27 février 2014

     Aujourd’hui, les salariés des entreprises sont suffisamment informés sur les droits d’accès à Internet dans le cadre professionnel.

Suite à de nombreuses plaintes relevées par la CNIL au cours de ces dernières années, les entreprises communiquent via leur charte Internet l’exploitation des données à caractères personnels comme les logs d’accès Internet.

Malgré tout, des abus sont toujours relevés du côté des entreprises mais aussi des salariés.

Quels sont les nouveaux dispositifs que l’entreprise peut mettre en œuvre afin de protéger la productivité de ses salariés et sécuriser son réseau ?

Facebook, Youtube, Twitter, des sites web qui font toujours grincer les dents des administrateurs réseaux ne sachant plus quoi faire face à ces sites de plus en plus consultés et très gourmands en bande passante et dont on ne connaît pas très bien le niveau de sécurité. Malgré ce phénomène bien connu, peu d’entreprises bloquent ces sites pour des raisons d’étique ou à la demande d’un VIP imposant son autorité sur l’accès à ces sites web.

De ce fait, les constructeurs de proxy internet ont développé de nouveaux concepts pour pallier à ces problèmes qui touchent la majorité des entreprises.

Dans un premier temps, avec la redirection automatique en https de Facebook qui représente près de 750 millions d’utilisateurs, de plus en plus d’entreprises souhaitent déchiffrer les flux SSL. Cela implique généralement une infrastructure plus puissante et des moyens plus élevés, mais l’augmentation des sites chiffrés se fait de plus en plus ressentir sur le trafic Internet.

Les failles de sécurités sont sans cesse en augmentation sur les sites https et les redirections vers des sites frauduleux de mieux en mieux contrefait.

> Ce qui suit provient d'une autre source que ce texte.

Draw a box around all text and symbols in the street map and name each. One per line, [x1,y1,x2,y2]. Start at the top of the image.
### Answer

Les entreprises plébiscitent de plus en plus les applications Web 2.0 afin de rester compétitif grâce au partage d’informations en temps réel et aux relations dynamiques.

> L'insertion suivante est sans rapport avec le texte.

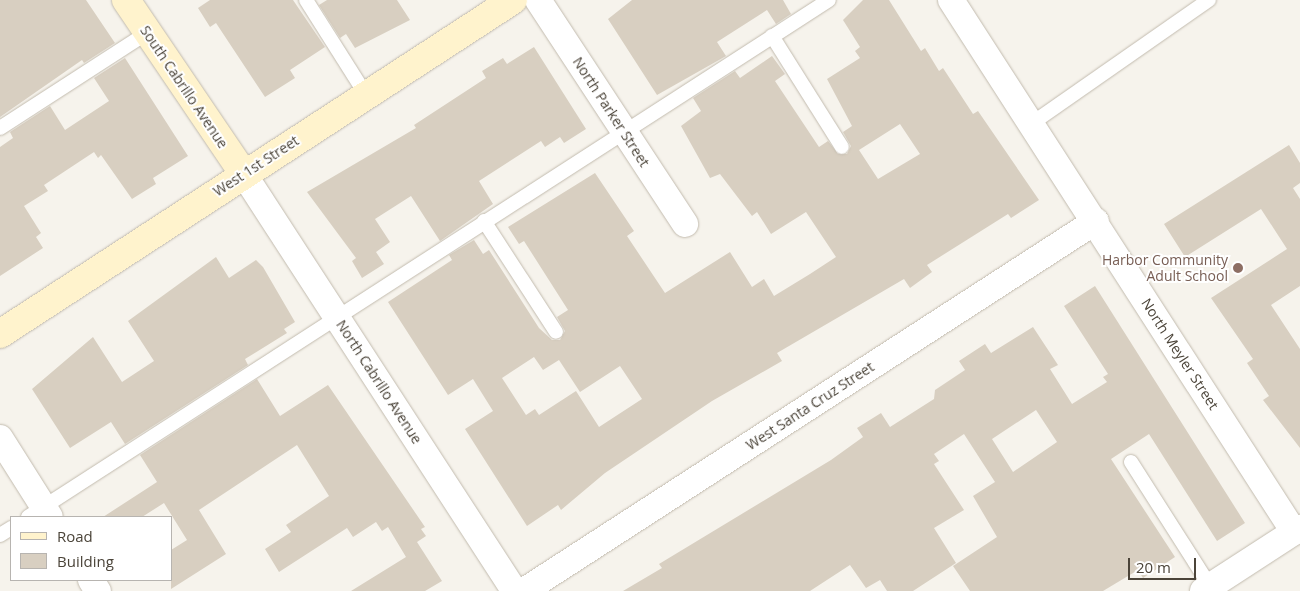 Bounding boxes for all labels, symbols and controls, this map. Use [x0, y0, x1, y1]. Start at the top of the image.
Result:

Cependant, ces applications accaparent une bande passant importante et précieuse pour l’entreprise.

Afin de réduire les accès à ces sites sans pour autant les bloquer totalement, le Web Application Control a fait son apparition il y a quelques années. Répandu non seulement sur les proxies mais également sur les firewall comme Fortinet ou PaloAlto, cette fonctionnalité représente aujourd’hui un axe principal de protection pour ces sociétés.

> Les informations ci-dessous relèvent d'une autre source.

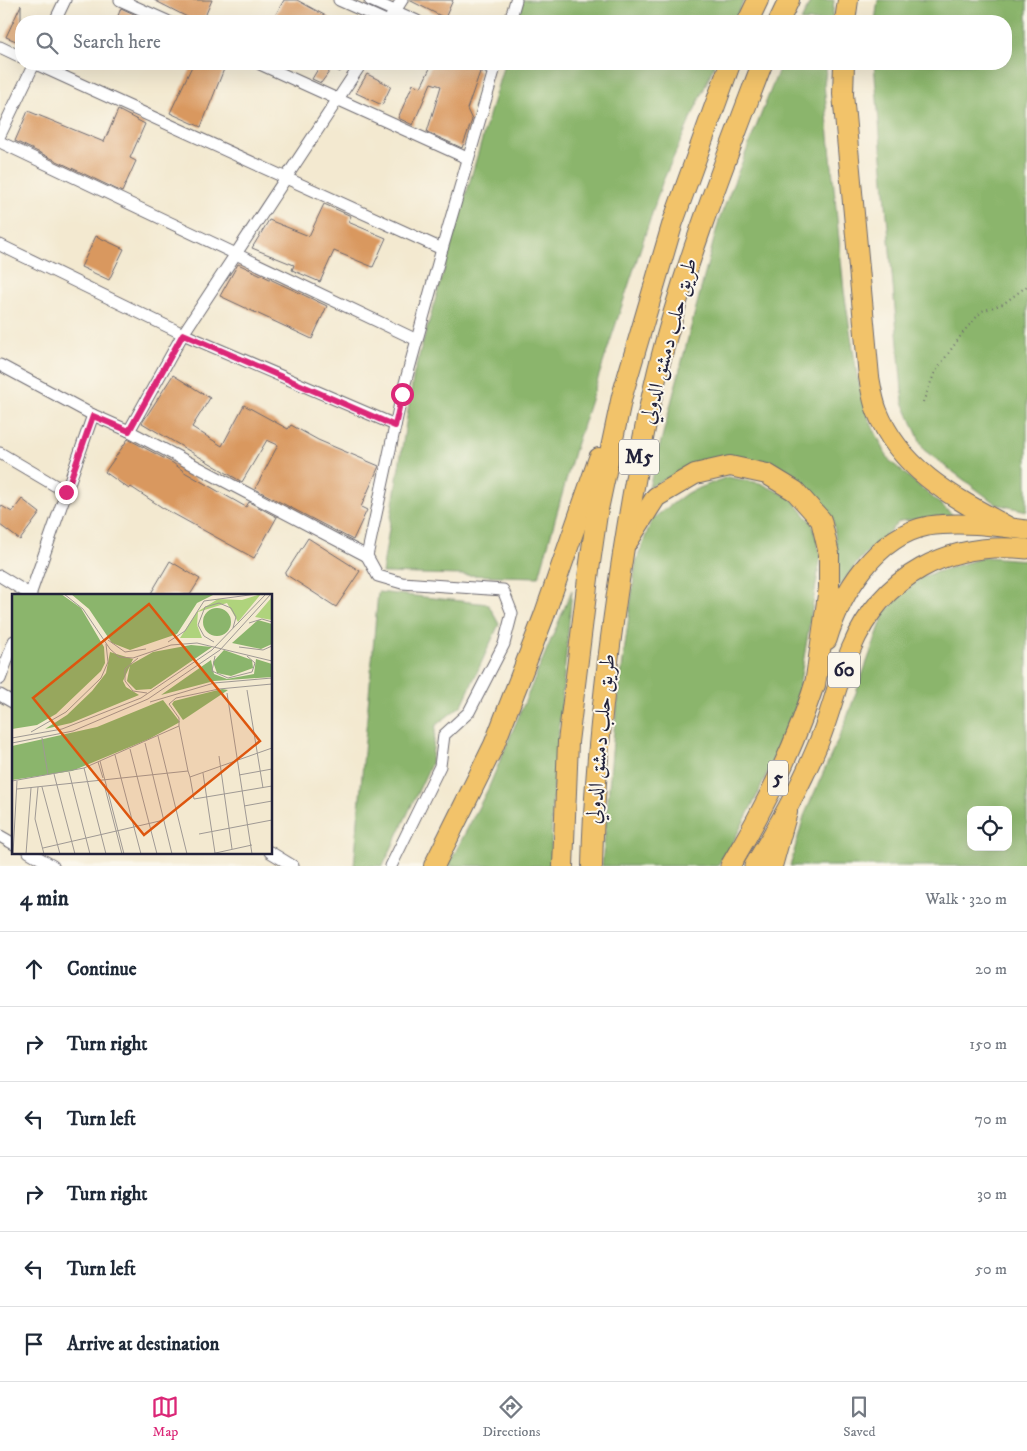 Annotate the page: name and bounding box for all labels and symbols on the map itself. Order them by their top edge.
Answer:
street label: طريق حلب دمشق الدولي [634,255,707,428]
route start [391,383,414,406]
road number: M5 [619,440,659,474]
route end [55,481,78,504]
inset map [12,594,272,854]
road number: 60 [828,652,860,688]
street label: طريق حلب دمشق الدولي [581,653,624,825]
road number: 5 [768,760,788,796]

D’après une enquête, plus de 72 % des entreprises en Europe et 88 % aux Etats-Unis ont augmenté leurs investissements en matière de médias sociaux par une valeur médiane de 10-25 % en 2012.

Les administrateurs veulent en réalité contrôler ce qui se fait sur les réseaux sociaux.

Le mécanisme de contrôle permet de gérer l’utilisation des services et applications web les plus répandus en définissant les actions autorisées pour chacun d’eux. Par exemple, bloquer les jeux Facebook ou interdire de poster des photos et vidéos sans pour autant bannir la consultation. Certaines entreprises poussent le visse plus loin en autorisant seulement l’accès au mur de la société et bloquant le reste des pages.

Ce contrôle applicatif se généralise sur les réseaux communautaires, les fournisseurs de messageries et autres sites pouvant perturber la productivité du salarié.

Il peut être mis en parallèle avec l’augmentation des applications « non-productives » qui prolifèrent sur Internet.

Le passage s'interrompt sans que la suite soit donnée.